In 1977's "Star Wars: Episode IV - A New Hope," Luke Skywalker blasts a Stormtrooper, who falls to his death. As the henchman plummets, he unleashes a bloodcurdling scream — a scream that would eventually become famous, featured in hundreds of Hollywood films.
It even has its own name: the Wilhelm Scream. But what is this odd scream, and why would a death yell find its way into so many different movies?
Advertisement
"The Wilhelm Scream is 1950s ADR (automated dialogue replacement) recording for a B-movie about a jungle safari," says Mike Miller, a film editor based in Ventura, California. "The recording was for a man getting eaten by an alligator."

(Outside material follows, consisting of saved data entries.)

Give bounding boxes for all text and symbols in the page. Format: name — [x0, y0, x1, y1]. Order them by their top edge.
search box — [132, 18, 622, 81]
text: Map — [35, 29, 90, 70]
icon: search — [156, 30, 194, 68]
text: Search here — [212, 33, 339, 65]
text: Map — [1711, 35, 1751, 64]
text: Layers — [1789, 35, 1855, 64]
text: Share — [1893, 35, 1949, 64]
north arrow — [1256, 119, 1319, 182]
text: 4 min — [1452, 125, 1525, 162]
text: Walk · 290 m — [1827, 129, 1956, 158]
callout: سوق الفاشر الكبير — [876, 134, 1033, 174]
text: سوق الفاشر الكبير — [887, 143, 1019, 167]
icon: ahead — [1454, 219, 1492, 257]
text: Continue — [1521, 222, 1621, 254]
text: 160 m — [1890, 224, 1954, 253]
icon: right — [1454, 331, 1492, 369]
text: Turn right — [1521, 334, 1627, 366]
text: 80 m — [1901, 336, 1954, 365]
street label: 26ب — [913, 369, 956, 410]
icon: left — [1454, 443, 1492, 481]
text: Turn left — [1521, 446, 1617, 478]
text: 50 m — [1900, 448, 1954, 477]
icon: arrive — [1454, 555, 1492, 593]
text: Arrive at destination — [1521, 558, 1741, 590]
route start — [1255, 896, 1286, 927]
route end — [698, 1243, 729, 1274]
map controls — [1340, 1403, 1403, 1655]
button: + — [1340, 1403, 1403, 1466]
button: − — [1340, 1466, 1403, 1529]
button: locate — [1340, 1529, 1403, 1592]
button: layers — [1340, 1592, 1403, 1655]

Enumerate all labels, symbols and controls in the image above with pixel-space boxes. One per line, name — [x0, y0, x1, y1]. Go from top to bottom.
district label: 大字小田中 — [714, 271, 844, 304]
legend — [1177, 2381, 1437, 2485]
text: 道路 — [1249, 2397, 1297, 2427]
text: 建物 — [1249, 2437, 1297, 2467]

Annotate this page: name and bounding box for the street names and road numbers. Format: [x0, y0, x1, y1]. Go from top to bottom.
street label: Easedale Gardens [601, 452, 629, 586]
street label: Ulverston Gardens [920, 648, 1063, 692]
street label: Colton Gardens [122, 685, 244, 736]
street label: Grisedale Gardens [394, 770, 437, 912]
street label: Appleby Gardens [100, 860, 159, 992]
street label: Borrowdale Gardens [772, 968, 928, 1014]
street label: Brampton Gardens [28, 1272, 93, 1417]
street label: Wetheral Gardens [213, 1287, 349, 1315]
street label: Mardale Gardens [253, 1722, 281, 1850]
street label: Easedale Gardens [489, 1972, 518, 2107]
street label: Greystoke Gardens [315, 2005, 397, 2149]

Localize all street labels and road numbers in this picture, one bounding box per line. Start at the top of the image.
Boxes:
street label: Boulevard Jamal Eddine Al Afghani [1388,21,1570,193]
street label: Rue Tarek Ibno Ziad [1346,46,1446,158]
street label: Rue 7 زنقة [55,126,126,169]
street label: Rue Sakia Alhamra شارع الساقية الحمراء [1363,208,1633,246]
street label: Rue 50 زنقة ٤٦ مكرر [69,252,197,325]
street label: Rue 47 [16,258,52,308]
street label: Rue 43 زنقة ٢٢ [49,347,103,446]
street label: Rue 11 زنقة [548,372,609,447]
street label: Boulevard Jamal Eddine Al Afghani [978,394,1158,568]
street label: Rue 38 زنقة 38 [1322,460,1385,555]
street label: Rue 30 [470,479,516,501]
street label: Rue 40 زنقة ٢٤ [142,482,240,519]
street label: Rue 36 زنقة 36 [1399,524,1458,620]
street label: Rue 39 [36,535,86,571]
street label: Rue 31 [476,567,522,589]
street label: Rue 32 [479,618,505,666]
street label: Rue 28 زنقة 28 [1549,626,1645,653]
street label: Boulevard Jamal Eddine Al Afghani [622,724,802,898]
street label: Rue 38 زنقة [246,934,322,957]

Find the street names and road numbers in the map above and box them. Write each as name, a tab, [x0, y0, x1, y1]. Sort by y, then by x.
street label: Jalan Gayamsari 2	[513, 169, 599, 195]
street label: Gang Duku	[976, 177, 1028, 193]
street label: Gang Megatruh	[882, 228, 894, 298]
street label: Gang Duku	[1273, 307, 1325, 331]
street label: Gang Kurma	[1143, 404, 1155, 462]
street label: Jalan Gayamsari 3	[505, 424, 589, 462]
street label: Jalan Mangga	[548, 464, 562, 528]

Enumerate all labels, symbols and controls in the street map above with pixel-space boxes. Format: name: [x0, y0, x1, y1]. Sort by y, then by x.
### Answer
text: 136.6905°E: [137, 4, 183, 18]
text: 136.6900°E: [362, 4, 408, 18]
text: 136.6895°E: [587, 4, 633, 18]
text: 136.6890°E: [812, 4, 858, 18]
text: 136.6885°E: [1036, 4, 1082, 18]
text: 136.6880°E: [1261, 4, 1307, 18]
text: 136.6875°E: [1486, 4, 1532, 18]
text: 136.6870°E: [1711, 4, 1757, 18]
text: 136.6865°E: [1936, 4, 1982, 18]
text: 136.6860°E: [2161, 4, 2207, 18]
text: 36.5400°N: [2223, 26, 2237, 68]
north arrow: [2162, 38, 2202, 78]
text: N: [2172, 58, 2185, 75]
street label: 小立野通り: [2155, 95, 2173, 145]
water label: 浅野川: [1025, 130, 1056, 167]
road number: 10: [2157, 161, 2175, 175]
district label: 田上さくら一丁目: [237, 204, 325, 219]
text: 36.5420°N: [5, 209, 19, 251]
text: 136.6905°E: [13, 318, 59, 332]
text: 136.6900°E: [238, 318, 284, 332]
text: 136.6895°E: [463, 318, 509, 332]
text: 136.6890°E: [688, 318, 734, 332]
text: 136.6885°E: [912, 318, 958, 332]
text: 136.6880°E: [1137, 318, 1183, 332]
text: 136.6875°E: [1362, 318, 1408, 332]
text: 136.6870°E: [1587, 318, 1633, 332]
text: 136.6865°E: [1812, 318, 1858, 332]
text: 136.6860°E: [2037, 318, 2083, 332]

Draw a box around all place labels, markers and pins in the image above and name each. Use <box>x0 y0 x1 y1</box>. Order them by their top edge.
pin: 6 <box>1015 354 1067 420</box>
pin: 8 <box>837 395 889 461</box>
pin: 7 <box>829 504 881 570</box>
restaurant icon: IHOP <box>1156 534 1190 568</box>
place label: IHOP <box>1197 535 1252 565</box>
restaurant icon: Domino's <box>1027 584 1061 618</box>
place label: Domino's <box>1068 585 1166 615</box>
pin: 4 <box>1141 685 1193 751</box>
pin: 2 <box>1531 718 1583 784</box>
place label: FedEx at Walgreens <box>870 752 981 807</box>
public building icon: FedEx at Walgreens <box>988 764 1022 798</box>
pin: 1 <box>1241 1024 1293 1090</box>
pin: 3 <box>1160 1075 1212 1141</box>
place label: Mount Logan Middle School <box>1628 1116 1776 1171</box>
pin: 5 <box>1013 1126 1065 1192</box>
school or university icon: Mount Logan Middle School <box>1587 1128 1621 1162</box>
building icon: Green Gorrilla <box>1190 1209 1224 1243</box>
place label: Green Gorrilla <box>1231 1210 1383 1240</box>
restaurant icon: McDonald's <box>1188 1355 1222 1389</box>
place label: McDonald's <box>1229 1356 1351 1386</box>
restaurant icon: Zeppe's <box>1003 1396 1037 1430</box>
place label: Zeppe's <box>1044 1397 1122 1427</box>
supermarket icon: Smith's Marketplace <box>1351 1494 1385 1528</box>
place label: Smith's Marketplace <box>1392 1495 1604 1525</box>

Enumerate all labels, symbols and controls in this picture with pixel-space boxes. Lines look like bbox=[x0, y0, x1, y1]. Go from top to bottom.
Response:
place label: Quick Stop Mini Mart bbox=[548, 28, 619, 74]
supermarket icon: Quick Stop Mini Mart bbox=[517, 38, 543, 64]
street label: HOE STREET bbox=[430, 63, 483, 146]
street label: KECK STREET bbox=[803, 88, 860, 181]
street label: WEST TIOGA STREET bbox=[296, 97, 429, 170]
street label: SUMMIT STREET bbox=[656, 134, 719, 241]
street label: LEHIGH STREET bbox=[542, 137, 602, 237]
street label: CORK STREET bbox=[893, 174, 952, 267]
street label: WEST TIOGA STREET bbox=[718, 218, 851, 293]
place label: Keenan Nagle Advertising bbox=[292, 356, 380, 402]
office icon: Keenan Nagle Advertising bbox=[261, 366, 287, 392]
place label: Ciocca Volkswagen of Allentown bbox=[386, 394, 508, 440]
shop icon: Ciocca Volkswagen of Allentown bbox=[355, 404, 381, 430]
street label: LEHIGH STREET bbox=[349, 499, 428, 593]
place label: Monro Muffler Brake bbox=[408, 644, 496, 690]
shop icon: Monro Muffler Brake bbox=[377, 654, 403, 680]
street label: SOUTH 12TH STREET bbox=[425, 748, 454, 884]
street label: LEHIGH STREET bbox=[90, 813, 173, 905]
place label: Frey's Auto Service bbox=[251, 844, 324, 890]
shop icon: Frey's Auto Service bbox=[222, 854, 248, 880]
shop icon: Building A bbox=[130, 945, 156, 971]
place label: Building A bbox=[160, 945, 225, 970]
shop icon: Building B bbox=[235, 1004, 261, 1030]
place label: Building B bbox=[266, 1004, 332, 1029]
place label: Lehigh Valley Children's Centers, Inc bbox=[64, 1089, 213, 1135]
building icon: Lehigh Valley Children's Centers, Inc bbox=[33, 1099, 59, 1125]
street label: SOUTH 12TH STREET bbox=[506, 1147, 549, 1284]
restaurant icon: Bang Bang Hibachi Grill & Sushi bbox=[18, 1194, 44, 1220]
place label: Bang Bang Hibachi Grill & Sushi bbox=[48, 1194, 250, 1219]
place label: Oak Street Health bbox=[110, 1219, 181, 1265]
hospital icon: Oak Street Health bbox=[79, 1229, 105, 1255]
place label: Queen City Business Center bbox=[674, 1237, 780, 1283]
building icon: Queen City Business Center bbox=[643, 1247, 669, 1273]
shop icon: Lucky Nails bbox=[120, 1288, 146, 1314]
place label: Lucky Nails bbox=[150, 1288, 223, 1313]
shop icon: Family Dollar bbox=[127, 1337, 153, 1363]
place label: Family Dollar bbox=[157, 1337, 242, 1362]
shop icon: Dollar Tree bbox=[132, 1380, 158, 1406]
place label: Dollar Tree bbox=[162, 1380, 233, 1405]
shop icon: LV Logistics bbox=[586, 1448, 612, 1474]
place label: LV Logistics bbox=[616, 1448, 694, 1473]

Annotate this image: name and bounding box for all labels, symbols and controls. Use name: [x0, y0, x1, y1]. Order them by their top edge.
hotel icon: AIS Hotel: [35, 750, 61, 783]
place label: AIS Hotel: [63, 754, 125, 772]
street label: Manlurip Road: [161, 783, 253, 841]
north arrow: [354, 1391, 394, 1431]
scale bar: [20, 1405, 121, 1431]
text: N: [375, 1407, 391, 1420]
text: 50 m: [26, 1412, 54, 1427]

The movie Miller's referring to is 1951's "Distant Drums," starring Gary Cooper as a U.S. Army captain who fights Seminoles and gun smugglers in Florida's Everglades. The subpar reviews make it clear that this wasn't one of Cooper's best onscreen efforts, but it did serve as the genesis of the now-iconic scream, which happens as an unfortunate soldier is dragged underwater by a hungry gator.
To capture the scream, the film's producers asked various cast members to offer up their most terrifying shrieks. They reportedly recorded six screams, but it was the fourth that apparently most accurately captured the horror of being eaten alive by a ferocious reptile.